▶ **Problem to work on**
Your copy must hold every line of the records word for word. It must hold no pictures.

Stored items
=== Begin Enclosure ===

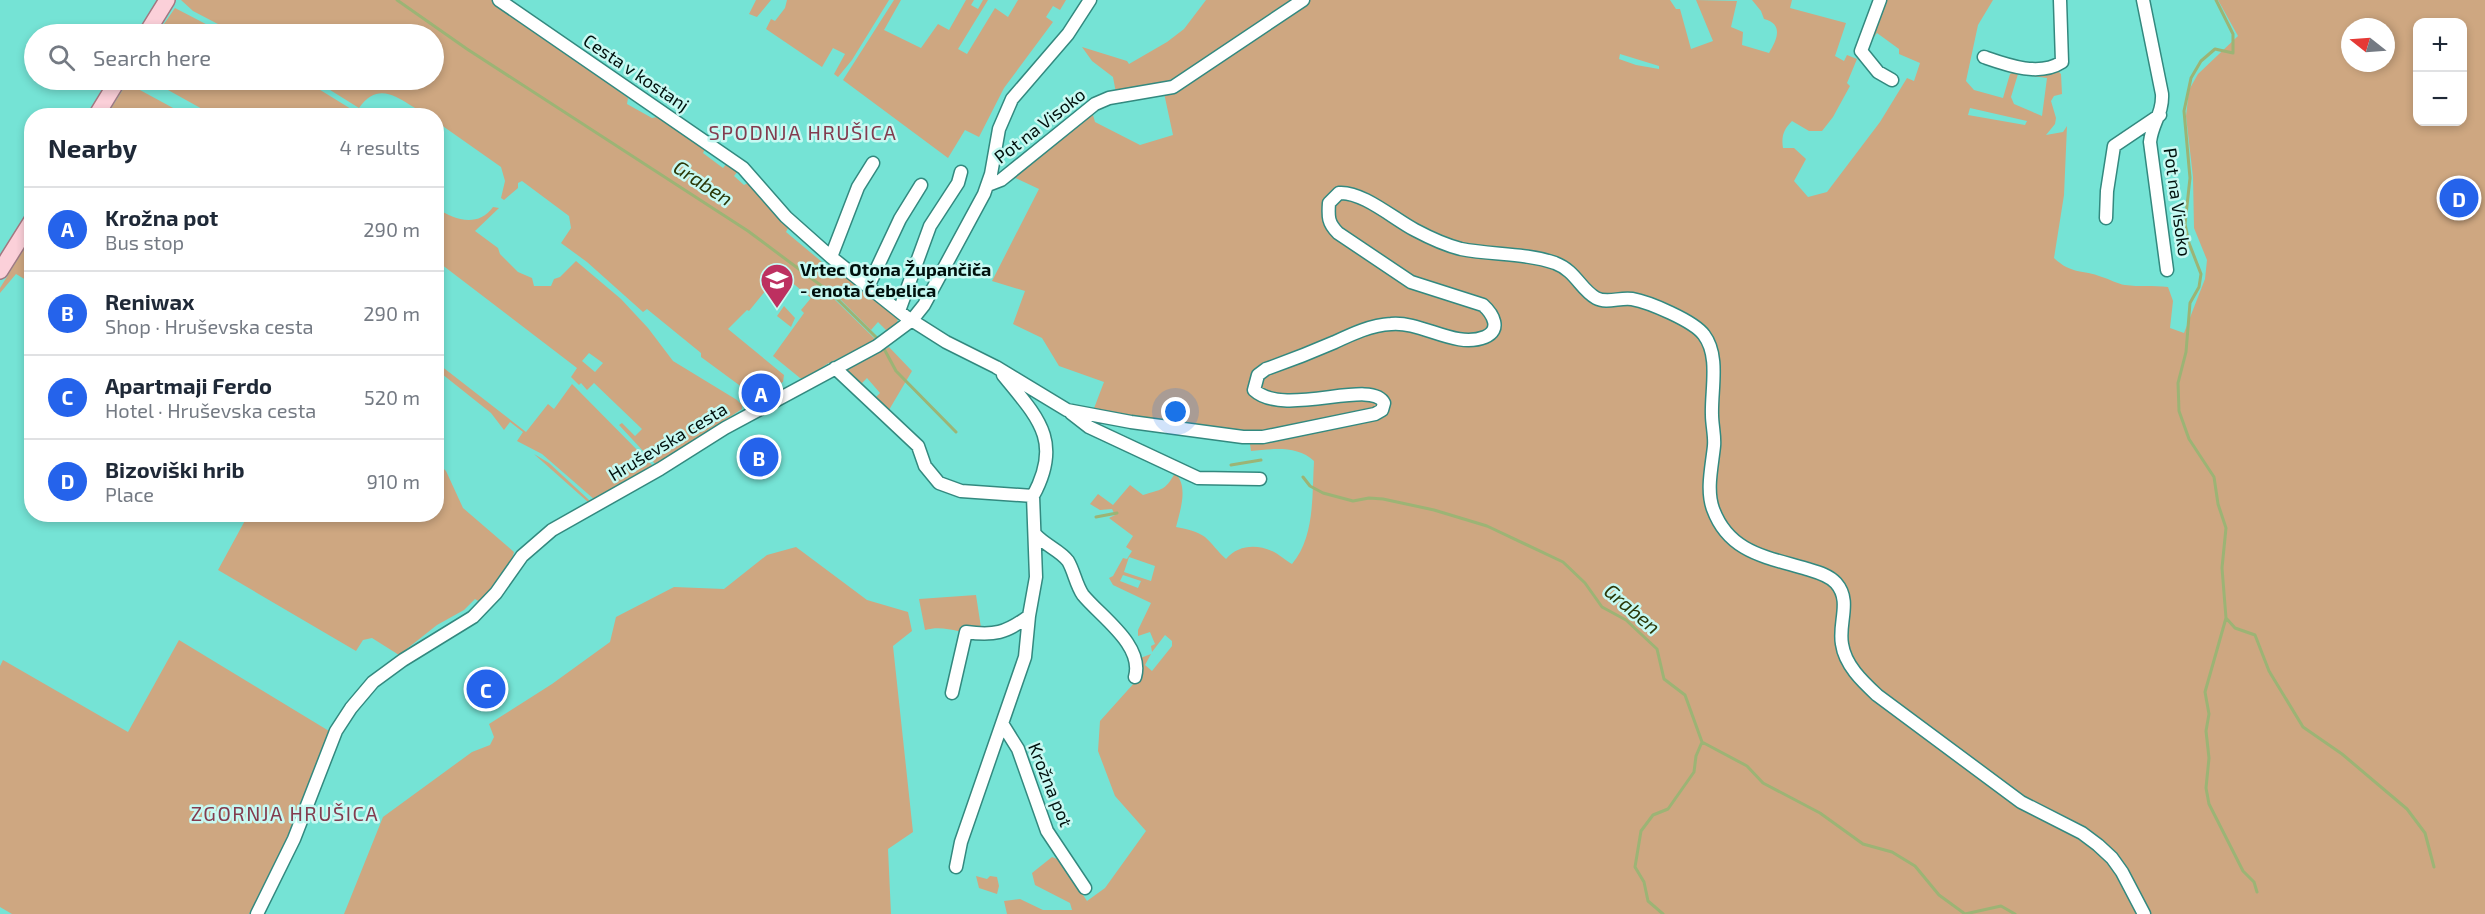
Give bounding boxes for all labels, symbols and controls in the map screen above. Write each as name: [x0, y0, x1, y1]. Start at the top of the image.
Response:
north arrow: [2341, 18, 2395, 72]
map controls: [2413, 18, 2467, 126]
button: +: [2413, 18, 2467, 72]
search box: [24, 24, 444, 90]
street label: Cesta v kostanj: [580, 29, 694, 116]
icon: search: [45, 41, 78, 74]
text: Search here: [93, 44, 211, 70]
button: −: [2413, 72, 2467, 126]
street label: Pot na Visoko: [989, 83, 1089, 168]
district label: SPODNJA HRUŠICA: [709, 120, 897, 144]
text: Nearby: [48, 132, 137, 163]
text: 4 results: [340, 135, 420, 159]
street label: Pot na Visoko: [2159, 146, 2196, 258]
water label: Graben: [670, 154, 738, 210]
pin: D: [2440, 176, 2478, 220]
text: Krožna pot: [105, 204, 218, 230]
text: A: [61, 217, 74, 241]
text: 290 m: [363, 217, 420, 241]
text: Bus stop: [105, 230, 184, 254]
place label: Vrtec Otona Župančiča - enota Čebelica: [800, 258, 991, 301]
school or university icon: Vrtec Otona Župančiča - enota Čebelica: [759, 262, 795, 309]
text: Reniwax: [105, 288, 194, 314]
text: B: [61, 301, 74, 325]
text: 290 m: [363, 301, 420, 325]
text: Shop · Hruševska cesta: [105, 314, 314, 338]
pin: A: [742, 370, 780, 416]
text: Apartmaji Ferdo: [105, 372, 272, 398]
text: C: [62, 385, 73, 409]
text: 520 m: [364, 385, 420, 409]
street label: Hruševska cesta: [604, 397, 731, 485]
your location: [1161, 397, 1190, 426]
text: Hotel · Hruševska cesta: [105, 398, 316, 422]
pin: B: [740, 434, 778, 480]
text: Bizoviški hrib: [105, 456, 245, 482]
text: D: [61, 469, 74, 493]
text: 910 m: [367, 469, 420, 493]
text: Place: [105, 482, 154, 506]
water label: Graben: [1600, 578, 1665, 638]
pin: C: [466, 666, 506, 712]
street label: Krožna pot: [1024, 739, 1078, 830]
district label: ZGORNJA HRUŠICA: [191, 801, 379, 825]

=== End Enclosure ===

▶ **Your response**
Give bounding boxes for all labels, symbols and controls in the map screen above. Write each as name: [x0, y0, x1, y1]. Start at the top of the image.
Response:
north arrow: [2341, 18, 2395, 72]
map controls: [2413, 18, 2467, 126]
button: +: [2413, 18, 2467, 72]
search box: [24, 24, 444, 90]
street label: Cesta v kostanj: [580, 29, 694, 116]
icon: search: [45, 41, 78, 74]
text: Search here: [93, 44, 211, 70]
button: −: [2413, 72, 2467, 126]
street label: Pot na Visoko: [989, 83, 1089, 168]
district label: SPODNJA HRUŠICA: [709, 120, 897, 144]
text: Nearby: [48, 132, 137, 163]
text: 4 results: [340, 135, 420, 159]
street label: Pot na Visoko: [2159, 146, 2196, 258]
water label: Graben: [670, 154, 738, 210]
pin: D: [2440, 176, 2478, 220]
text: Krožna pot: [105, 204, 218, 230]
text: A: [61, 217, 74, 241]
text: 290 m: [363, 217, 420, 241]
text: Bus stop: [105, 230, 184, 254]
place label: Vrtec Otona Župančiča - enota Čebelica: [800, 258, 991, 301]
school or university icon: Vrtec Otona Župančiča - enota Čebelica: [759, 262, 795, 309]
text: Reniwax: [105, 288, 194, 314]
text: B: [61, 301, 74, 325]
text: 290 m: [363, 301, 420, 325]
text: Shop · Hruševska cesta: [105, 314, 314, 338]
pin: A: [742, 370, 780, 416]
text: Apartmaji Ferdo: [105, 372, 272, 398]
text: C: [62, 385, 73, 409]
text: 520 m: [364, 385, 420, 409]
street label: Hruševska cesta: [604, 397, 731, 485]
your location: [1161, 397, 1190, 426]
text: Hotel · Hruševska cesta: [105, 398, 316, 422]
pin: B: [740, 434, 778, 480]
text: Bizoviški hrib: [105, 456, 245, 482]
text: D: [61, 469, 74, 493]
text: 910 m: [367, 469, 420, 493]
text: Place: [105, 482, 154, 506]
water label: Graben: [1600, 578, 1665, 638]
pin: C: [466, 666, 506, 712]
street label: Krožna pot: [1024, 739, 1078, 830]
district label: ZGORNJA HRUŠICA: [191, 801, 379, 825]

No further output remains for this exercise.